Following in the footsteps of the great sages before him, he decided to circumambulate the motherland and visit all the sacred sites in India. In his lifetime, Sri Vallabhacarya completed three and a half such journeys around India.
Impressing learned pundits and scholars around India, Vallabhacarya came to the South Indian empire of King Krsnadev Rai. The court at Vidyanagar was debating the merits of various Vedic philosophies. The heated debate seemed at a dead-lock and no one seemed to have answers that would satisfy the king. Sri Vallabhacarya came into the debate at this point and within seven days won the arguments for his philosophy of visuddhadvaita.
Immensely impressed by the young man's intelligence and clarity of thought, the assembled pundits and the Krsnadev Rai announced him as an "Acarya" and offered him 7,000 gold coins as a gift.

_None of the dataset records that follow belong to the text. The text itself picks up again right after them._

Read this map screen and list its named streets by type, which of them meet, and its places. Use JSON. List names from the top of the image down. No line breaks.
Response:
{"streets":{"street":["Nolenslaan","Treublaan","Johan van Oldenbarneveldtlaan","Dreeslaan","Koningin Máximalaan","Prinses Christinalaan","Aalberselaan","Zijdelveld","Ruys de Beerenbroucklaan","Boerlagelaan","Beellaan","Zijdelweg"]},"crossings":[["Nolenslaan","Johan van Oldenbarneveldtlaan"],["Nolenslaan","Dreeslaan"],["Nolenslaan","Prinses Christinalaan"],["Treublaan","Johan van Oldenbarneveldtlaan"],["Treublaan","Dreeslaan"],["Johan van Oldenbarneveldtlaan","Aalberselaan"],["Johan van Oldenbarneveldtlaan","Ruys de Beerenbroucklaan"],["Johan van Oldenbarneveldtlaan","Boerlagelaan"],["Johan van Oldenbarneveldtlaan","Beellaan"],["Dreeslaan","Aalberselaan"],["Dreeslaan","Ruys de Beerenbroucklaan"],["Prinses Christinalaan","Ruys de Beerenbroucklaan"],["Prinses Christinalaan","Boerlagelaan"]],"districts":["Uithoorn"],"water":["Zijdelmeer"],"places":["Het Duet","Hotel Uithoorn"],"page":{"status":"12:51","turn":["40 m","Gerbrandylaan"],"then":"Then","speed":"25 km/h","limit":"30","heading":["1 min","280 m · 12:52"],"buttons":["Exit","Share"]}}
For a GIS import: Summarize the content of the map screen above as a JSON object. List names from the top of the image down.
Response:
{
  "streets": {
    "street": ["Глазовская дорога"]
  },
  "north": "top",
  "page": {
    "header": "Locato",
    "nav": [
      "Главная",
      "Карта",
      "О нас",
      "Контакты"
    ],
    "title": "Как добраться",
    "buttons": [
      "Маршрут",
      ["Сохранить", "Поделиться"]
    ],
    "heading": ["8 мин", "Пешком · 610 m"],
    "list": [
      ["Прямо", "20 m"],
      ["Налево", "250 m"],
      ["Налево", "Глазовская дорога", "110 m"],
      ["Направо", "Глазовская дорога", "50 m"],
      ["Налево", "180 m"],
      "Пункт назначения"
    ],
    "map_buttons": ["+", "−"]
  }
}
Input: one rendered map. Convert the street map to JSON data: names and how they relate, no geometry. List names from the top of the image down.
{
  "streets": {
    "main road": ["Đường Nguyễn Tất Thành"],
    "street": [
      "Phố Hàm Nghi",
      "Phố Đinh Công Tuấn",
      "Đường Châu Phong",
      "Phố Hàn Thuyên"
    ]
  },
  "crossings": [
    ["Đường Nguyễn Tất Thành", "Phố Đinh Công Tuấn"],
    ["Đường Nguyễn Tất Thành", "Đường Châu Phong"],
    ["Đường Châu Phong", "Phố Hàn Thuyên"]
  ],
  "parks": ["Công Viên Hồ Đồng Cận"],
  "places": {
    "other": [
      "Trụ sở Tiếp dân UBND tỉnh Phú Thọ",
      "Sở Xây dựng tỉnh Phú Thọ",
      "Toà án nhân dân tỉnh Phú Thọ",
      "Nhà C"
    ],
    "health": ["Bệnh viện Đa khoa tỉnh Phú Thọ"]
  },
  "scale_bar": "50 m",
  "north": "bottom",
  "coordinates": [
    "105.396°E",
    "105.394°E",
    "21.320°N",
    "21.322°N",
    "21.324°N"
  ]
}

Ever mindful of the dangers of hoarding wealth, Sri Vallabhacarya gave away a bulk of the wealth to the assembled brahmanas. A portion was sent to his uncle to settle the debts incurred by his father, a small portion was set aside to care for his aging mother and out of the seven thousand gold coins, he only kept seven coins for making jewelry for the icons in his shrine.
Later, when in central India, Vallabhacarya had a vision of the Lord requesting him to come over towards the Vraj in Western India. Vallabhacarya arrived in Vraj during the holy month of Sravana. The Lord revealed Himself to him on the 11th day of the bright fortnight of Sravana.
In accordance with the Lord's wishes, he set up a small shrine for the Lord and requested his old teacher, Sri Madhavendra Yati, to carry out the worship of the Lord whilst he carried on with his pilgrimage. Later Sri Vitthal-Nathji of Pandharpur in Maharastra commanded Vallabhacarya to marry. Vallabhacarya married Srimati MahaLaksmi and sired two sons.
After his marriage Vallabhacarya set up his household at Adel, near the holy confluence of Ganges, Jamuna and the Sarasvati rivers. This was an ideal place, as it was halfway between Varanasi and Vraj, the two most important places in Vallabhacarya's life.
Vallabhacarya taught his disciples to develop a very intensely personal relationship with God. Be this in the form of parent - child, friends, lovers, etc. These relationships should not be tainted by any selfish motives. Not even the motive to "see" what the God looks like in all His glory! The Lord will do as He sees fit. If he wants to show Himself, He will. Who are we to demand such a boon? The main idea is that one should not ask anything of the Lord.
Just before the birth of his elder son he had a vision of Balarama and Krsna (as toddlers) coming to play with him on the banks of the river Yamuna. From then he regarded Balarama and Krsna as his children and worshiped them accordingly. Though housed at Adel, the increasing duties of the dynamic acarya required him to keep a household at
Varanasi and Vraj in addition to the house at Adel. Sri Mahaprabhu recited the Srimad Bhagavata Purana at 84 sacred sites around India spread out from the heights of the Himalaya, at Kedar Nath, to the Southern-most tip of India at Ramesvara. Of all the sacred sites he visited, Sri Vallabha was also a regular visitor to Jagannath Puri, Dvaraka and Dakor.
The fame and respect for Sri Vallabhacarya grew with years. When his sons were old enough to manage the affair of the house and the sampradaya, acarya renounced the world. Soon after, he immersed his earthly body in the holy waters of the Ganges.
Sri Vallabhacharya's political acumen and oratory won him admirers from far and wide. He had excellent connections at the Mogul court of Emperor Akbar. Akbar's chief wife, Queen Jodha, was a disciple of Sri Vallabhacarya. The emperor was also a guest of the Vallabhacarya on several occasions. Many imperial proclamations and decrees were made
to honor the house of Sri Vallabhacarya. Several members of the imperial court were members of his sampradaya. The farsighted leader growing group reciprocated by visiting the imperial court on occasions. One of his seven sons became a permanent member of the imperial retinue and the cordial relations between the sampradaya and the court carried over into the reign of Emperor Jahangir.